** Opening Input records block **

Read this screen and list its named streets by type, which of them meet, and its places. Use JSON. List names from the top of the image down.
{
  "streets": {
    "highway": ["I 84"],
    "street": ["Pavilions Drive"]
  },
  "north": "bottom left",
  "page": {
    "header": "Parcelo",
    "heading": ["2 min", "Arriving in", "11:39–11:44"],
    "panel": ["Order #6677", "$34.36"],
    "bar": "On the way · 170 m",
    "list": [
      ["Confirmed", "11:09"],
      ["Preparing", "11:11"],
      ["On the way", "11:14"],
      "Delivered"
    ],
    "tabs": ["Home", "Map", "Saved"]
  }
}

** Closing Input records block **
** Opening Input records block **

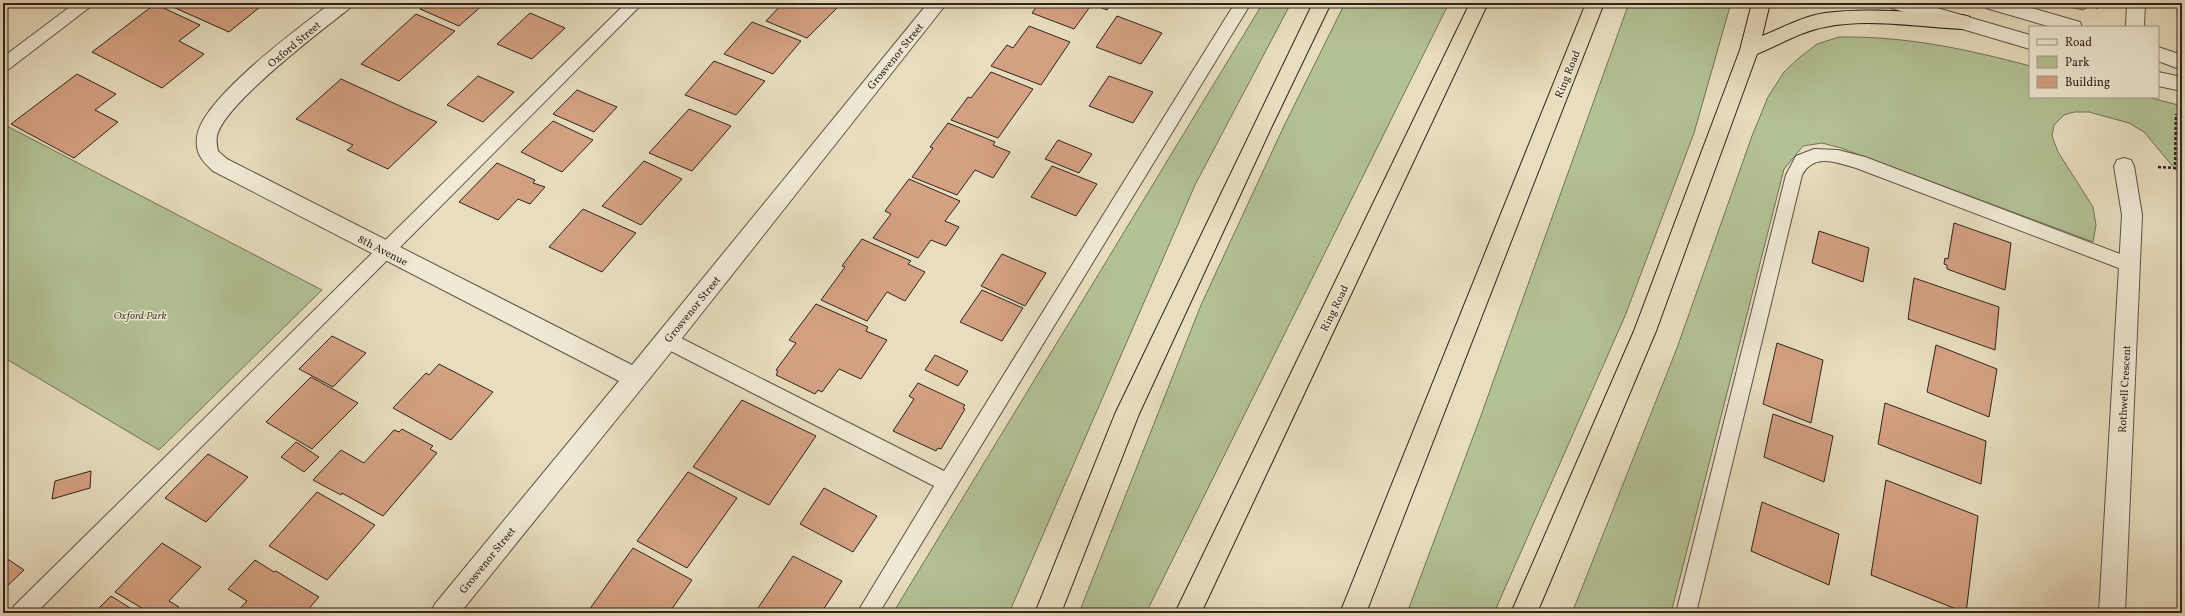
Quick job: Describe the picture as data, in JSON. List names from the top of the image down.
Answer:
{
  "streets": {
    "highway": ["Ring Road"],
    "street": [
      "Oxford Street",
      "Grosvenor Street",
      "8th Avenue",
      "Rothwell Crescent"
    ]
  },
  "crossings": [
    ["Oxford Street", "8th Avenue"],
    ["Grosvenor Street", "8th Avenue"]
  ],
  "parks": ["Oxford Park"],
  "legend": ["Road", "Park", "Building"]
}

** Closing Input records block **
** Opening Input records block **

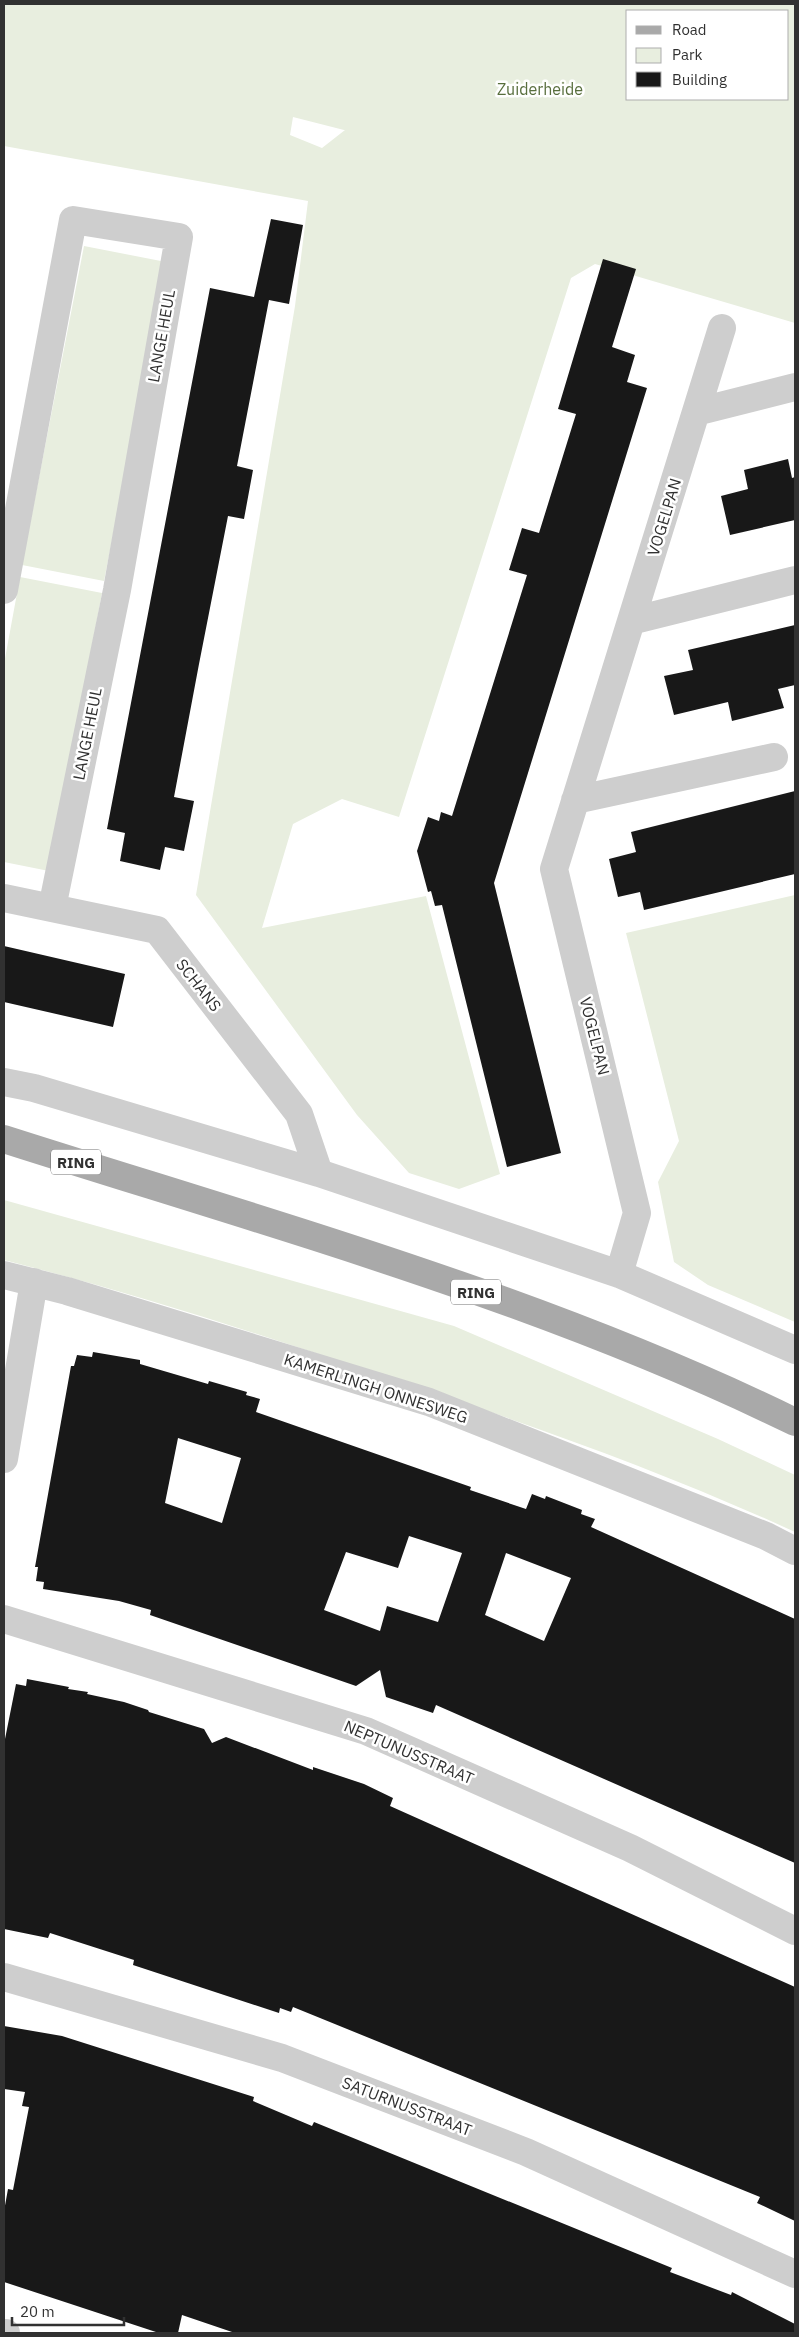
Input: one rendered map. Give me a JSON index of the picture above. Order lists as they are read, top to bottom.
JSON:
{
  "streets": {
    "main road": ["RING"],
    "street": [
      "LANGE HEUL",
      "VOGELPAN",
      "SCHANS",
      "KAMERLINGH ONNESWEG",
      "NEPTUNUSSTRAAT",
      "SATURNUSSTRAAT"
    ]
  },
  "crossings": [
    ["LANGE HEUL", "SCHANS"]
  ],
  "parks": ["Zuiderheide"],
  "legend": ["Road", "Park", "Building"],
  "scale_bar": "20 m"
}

** Closing Input records block **

• Directions: Across all the entries, how many lines include "picture"? Answer with the number alone.

• Worked solution: 2